I have a dataset I'm working with in R that has an ID number (ID), year they submitted data (Year), some other data (which isn't relevant to my question, but just consider them as "columns"), and a date of registration on our systems (DateR).
This dateR is autogenerated from the dataset I am using, and is supposed to represent the "earliest" date the ID number appears on our systems.

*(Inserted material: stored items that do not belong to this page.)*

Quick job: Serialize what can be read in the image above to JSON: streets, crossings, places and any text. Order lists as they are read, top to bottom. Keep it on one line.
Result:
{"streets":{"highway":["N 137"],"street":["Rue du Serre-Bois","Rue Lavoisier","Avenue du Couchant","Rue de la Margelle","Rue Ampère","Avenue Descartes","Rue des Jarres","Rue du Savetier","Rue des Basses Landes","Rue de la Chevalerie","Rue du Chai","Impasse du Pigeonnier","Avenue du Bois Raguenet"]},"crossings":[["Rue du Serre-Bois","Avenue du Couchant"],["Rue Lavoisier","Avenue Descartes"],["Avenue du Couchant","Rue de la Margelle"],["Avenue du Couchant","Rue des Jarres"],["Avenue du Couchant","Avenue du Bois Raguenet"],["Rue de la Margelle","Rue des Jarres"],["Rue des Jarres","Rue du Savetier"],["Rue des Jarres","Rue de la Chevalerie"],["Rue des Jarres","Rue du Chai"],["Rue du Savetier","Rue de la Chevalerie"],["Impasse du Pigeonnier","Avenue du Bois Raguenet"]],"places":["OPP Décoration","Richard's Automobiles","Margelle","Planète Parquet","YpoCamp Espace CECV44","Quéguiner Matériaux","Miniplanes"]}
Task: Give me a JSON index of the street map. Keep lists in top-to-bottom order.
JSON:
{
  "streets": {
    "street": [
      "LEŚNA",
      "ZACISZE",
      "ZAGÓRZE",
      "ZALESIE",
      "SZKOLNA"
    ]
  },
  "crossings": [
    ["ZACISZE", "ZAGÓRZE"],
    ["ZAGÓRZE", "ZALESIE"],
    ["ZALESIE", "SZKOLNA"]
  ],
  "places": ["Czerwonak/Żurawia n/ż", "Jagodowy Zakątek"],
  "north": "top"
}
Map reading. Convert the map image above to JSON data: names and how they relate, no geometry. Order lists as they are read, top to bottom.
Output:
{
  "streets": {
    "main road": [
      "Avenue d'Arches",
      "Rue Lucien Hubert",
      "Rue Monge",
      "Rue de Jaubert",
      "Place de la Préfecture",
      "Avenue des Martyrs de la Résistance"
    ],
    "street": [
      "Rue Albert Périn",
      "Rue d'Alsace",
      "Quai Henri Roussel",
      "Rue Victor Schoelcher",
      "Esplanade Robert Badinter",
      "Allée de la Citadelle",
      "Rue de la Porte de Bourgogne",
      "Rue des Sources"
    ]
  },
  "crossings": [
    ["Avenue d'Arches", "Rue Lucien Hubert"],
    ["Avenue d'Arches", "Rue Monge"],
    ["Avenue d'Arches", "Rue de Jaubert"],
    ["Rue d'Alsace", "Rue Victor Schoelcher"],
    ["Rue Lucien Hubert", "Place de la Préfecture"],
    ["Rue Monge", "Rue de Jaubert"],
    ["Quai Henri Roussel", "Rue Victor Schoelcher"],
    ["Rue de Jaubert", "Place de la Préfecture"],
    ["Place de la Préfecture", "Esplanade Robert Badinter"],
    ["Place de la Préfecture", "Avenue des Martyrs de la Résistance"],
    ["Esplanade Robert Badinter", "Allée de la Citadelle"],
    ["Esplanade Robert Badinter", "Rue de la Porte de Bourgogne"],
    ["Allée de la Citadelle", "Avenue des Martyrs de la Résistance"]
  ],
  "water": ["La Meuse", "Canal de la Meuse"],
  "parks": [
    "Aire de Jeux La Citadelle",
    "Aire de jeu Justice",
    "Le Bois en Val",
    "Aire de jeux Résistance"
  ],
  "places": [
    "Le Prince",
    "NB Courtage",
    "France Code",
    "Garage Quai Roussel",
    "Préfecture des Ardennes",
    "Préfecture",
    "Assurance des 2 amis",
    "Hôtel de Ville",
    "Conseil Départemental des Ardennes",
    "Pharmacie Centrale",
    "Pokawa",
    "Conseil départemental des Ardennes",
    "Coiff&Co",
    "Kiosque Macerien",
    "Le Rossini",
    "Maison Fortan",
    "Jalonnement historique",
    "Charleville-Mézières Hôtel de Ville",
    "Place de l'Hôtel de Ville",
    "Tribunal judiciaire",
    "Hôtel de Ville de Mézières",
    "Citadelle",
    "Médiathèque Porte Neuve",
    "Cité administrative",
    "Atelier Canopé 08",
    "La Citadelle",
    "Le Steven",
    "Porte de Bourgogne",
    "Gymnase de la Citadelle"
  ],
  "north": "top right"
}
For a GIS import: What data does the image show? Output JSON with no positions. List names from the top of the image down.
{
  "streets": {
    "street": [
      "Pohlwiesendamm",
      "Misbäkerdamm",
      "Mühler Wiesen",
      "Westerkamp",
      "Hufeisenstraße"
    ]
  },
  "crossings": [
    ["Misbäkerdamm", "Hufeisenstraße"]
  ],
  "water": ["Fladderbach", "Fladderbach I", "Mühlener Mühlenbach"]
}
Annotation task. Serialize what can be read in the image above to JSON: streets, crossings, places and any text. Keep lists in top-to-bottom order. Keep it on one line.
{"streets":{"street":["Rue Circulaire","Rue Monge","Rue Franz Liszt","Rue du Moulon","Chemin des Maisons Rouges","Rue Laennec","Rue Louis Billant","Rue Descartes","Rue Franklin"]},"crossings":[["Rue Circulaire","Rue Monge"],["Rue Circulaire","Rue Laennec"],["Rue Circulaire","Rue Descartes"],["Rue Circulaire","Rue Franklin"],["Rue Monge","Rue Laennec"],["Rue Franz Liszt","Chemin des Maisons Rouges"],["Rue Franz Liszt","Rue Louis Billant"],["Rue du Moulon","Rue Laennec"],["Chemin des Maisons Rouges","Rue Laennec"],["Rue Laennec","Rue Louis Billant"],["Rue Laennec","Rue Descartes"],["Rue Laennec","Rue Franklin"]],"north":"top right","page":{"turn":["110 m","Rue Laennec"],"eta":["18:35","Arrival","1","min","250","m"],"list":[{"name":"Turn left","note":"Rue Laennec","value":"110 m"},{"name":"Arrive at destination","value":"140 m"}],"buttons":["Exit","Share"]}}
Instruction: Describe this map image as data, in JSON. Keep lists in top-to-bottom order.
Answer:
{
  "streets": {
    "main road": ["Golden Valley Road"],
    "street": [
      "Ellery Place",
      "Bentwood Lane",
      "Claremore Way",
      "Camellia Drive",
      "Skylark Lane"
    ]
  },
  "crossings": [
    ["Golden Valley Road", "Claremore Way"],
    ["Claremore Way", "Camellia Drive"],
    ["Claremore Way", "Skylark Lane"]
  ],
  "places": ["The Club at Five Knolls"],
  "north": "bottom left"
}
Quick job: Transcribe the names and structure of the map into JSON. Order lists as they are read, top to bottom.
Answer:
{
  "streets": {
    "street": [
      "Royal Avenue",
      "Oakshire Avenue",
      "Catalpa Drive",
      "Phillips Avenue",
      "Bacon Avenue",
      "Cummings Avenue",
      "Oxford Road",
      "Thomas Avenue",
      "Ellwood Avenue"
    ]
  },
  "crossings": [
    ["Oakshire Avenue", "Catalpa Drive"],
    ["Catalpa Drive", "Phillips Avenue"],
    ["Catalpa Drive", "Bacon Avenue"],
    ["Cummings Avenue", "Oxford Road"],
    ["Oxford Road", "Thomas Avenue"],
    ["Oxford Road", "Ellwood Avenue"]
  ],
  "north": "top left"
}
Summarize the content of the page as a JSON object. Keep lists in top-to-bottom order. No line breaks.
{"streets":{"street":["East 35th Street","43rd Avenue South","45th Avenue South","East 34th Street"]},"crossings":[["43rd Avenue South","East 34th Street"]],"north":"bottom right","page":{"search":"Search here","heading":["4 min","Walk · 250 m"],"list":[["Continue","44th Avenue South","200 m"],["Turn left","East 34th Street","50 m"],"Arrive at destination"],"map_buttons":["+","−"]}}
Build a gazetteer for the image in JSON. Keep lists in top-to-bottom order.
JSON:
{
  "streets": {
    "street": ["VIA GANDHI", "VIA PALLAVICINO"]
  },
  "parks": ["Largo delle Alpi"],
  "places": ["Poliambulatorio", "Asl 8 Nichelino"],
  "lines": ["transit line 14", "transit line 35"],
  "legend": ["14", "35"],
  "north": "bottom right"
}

However, due to some kind problem with how the data is being pulled that I can't get fixed, the date is being recorded as a new date that updates every year, instead of simply the earliest date.
Thus, my goal would be to create a script that reworks the data and does the following two checks:
Firstly, it checks the row and identifies which rows have the matching ID number Secondly, it then applies the "earliest" date of all of the matching ID numbers in the date column.
So below is the example of a Dataset like what I am using
# | ID1 | YearSubmitted | Data | DateR |
---|---|---|---|---|
1 | 12345 | 2017 | 100 | 22-03-2017 |
2 | 12345 | 2018 | 100 | 22-03-2018 |
3 | 12345 | 2019 | 100 | 22-03-2019 |
4 | 22221 | 2018 | 100 | 22-03-2018 |
5 | 22221 | 2019 | 100 | 22-03-2019 |
This is what I would like it to look like (I have bolded the changed numbers for clarity)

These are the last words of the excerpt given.